64 of 66 people found the following review helpful:
5.0 out of 5 stars Conscience and Consequence, 10 Oct 2001
By A Customer
haneke's masterful look at a modern European city examines exactly what it is like to 'exist' in western society. The multilayered story has many protagonists and follows their lives after they are linked by a single event. Anne (Binoche) is an actress, her boyfriend Georges is a war photographer, his brother Jean has run away from home, their father struggles to manage his farm and keep his emotions supressed. Amidou is a first generation african imigrant, who teaches deaf children music, his father is a taxi driver. Maria, from Romania, has been deported from France for begging but must make the humiliating journey back to provide for her family.

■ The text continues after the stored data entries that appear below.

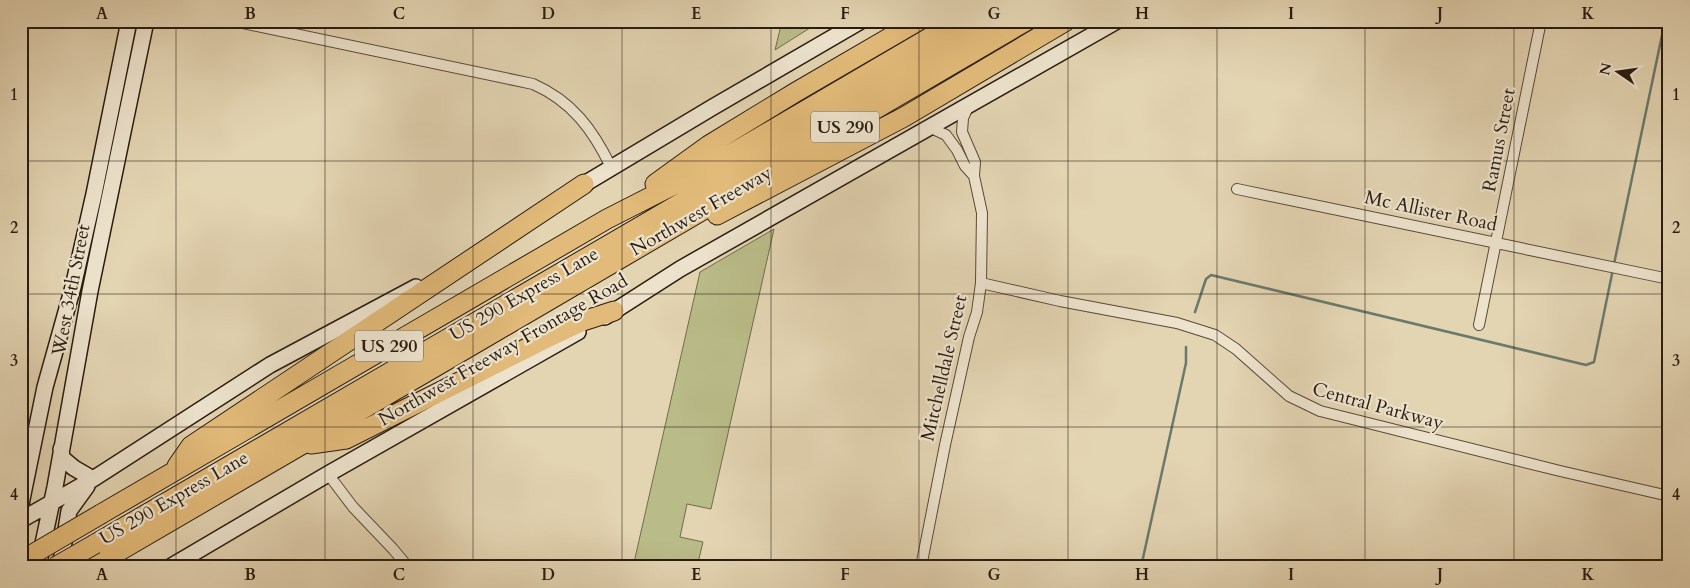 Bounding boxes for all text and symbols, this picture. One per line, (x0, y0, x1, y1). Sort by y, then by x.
text: A (96, 3, 108, 25)
text: B (244, 3, 256, 25)
text: C (393, 3, 405, 25)
text: D (541, 3, 555, 25)
text: E (691, 3, 701, 25)
text: F (840, 3, 850, 25)
text: G (987, 3, 1001, 25)
text: H (1135, 3, 1149, 25)
text: I (1288, 3, 1294, 25)
text: J (1435, 3, 1443, 25)
text: K (1582, 3, 1595, 25)
north arrow (1592, 48, 1642, 98)
text: N (1595, 61, 1616, 77)
text: 1 (10, 84, 18, 106)
text: 1 (1672, 84, 1680, 106)
street label: Ramus Street (1476, 86, 1522, 194)
road number: US 290 (811, 111, 879, 142)
street label: Northwest Freeway (625, 160, 777, 262)
street label: Mc Allister Road (1362, 184, 1500, 238)
text: 2 (10, 217, 18, 239)
text: 2 (1672, 217, 1680, 239)
street label: West 34th Street (45, 222, 97, 359)
street label: US 290 Express Lane (445, 241, 603, 347)
street label: Northwest Freeway Frontage Road (374, 268, 632, 432)
street label: Mitchelldale Street (915, 292, 973, 444)
road number: US 290 (355, 331, 423, 362)
text: 3 (10, 350, 18, 372)
text: 3 (1672, 350, 1680, 372)
street label: Central Parkway (1309, 376, 1447, 436)
street label: US 290 Express Lane (95, 445, 253, 551)
text: 4 (10, 484, 18, 506)
text: 4 (1672, 484, 1680, 506)
text: A (96, 564, 108, 586)
text: B (244, 564, 256, 586)
text: C (393, 564, 405, 586)
text: D (541, 564, 555, 586)
text: E (691, 564, 701, 586)
text: F (840, 564, 850, 586)
text: G (987, 564, 1001, 586)
text: H (1135, 564, 1149, 586)
text: I (1288, 564, 1294, 586)
text: J (1435, 564, 1443, 586)
text: K (1582, 564, 1595, 586)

The film is complex, yet simple. It essentially asks wheather we can ever really communicate, wheather we are ever aware of the significance of our actions and most devastatingly wheather we have a duty to help even if we are not asked for help. Do we have a responsibility.
Haneke's film is a technical tour-de-force, with perfectly sublime performances. Binoche has not been better since her days with Kieslowski. Her performance as the dispossessed actress is raw and real. The final scenes devastating in their effectiveness and simplicity.
This is a film that is hard to decipher. It will take numerous viewings, but is certainly worth it. Do yourself a favour and stick with it. Supreme!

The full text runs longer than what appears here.